#### What to do
Repeat every record exactly as written, but leave out the pictures.

--- --- ---

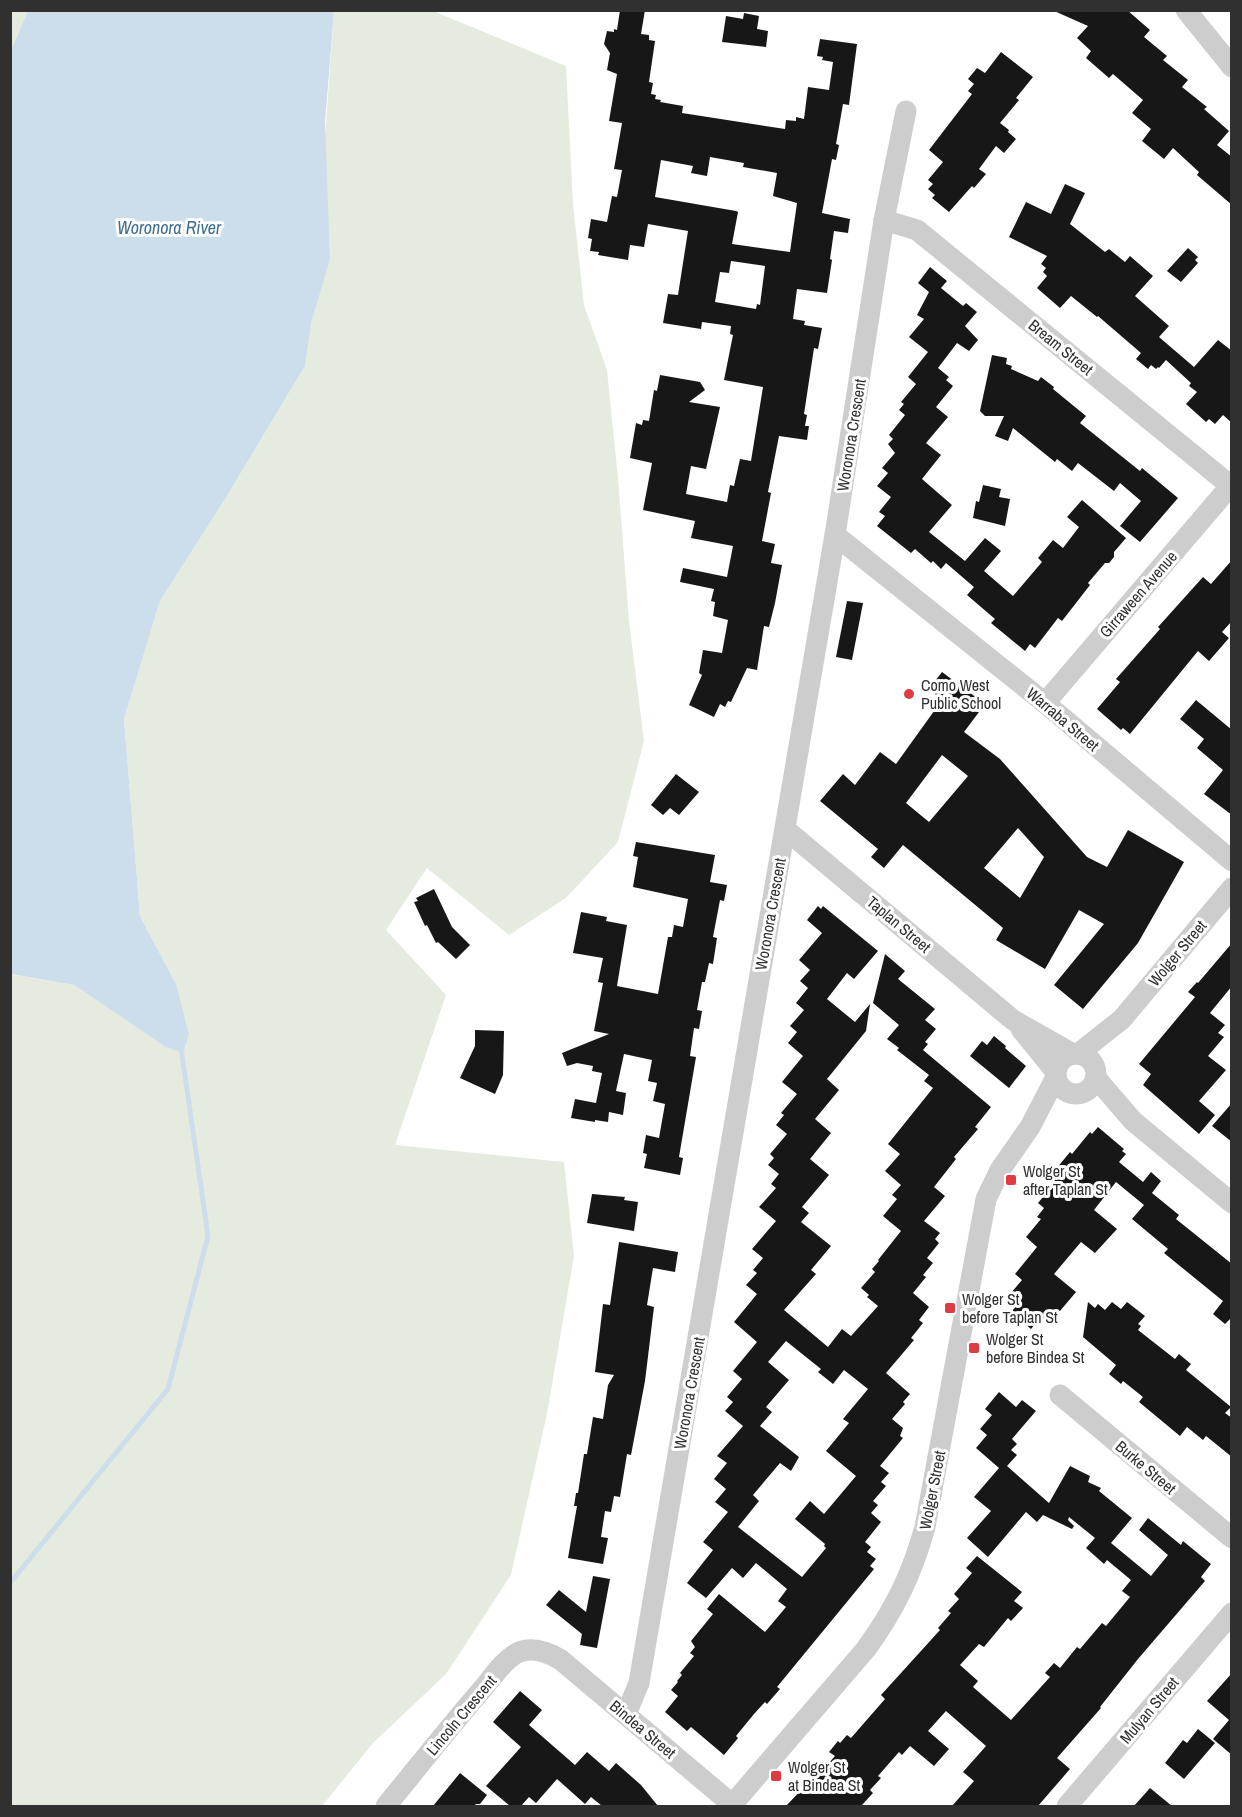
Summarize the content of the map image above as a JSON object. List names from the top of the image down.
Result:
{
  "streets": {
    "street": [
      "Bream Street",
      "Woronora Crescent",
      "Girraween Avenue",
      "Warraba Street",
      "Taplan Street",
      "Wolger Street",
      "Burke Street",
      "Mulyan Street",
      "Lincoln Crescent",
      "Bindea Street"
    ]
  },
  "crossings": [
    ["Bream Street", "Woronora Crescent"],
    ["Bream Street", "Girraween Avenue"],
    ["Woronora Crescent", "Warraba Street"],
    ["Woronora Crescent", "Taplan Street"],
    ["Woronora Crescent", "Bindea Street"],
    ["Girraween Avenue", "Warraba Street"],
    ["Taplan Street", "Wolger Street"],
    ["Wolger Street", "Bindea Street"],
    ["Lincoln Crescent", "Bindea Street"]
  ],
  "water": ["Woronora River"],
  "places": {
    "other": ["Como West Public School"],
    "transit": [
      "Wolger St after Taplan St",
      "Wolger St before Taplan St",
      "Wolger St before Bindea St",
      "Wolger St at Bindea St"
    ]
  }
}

--- --- ---

#### Solution to this exercise
Summarize the content of the map image above as a JSON object. List names from the top of the image down.
Result:
{
  "streets": {
    "street": [
      "Bream Street",
      "Woronora Crescent",
      "Girraween Avenue",
      "Warraba Street",
      "Taplan Street",
      "Wolger Street",
      "Burke Street",
      "Mulyan Street",
      "Lincoln Crescent",
      "Bindea Street"
    ]
  },
  "crossings": [
    ["Bream Street", "Woronora Crescent"],
    ["Bream Street", "Girraween Avenue"],
    ["Woronora Crescent", "Warraba Street"],
    ["Woronora Crescent", "Taplan Street"],
    ["Woronora Crescent", "Bindea Street"],
    ["Girraween Avenue", "Warraba Street"],
    ["Taplan Street", "Wolger Street"],
    ["Wolger Street", "Bindea Street"],
    ["Lincoln Crescent", "Bindea Street"]
  ],
  "water": ["Woronora River"],
  "places": {
    "other": ["Como West Public School"],
    "transit": [
      "Wolger St after Taplan St",
      "Wolger St before Taplan St",
      "Wolger St before Bindea St",
      "Wolger St at Bindea St"
    ]
  }
}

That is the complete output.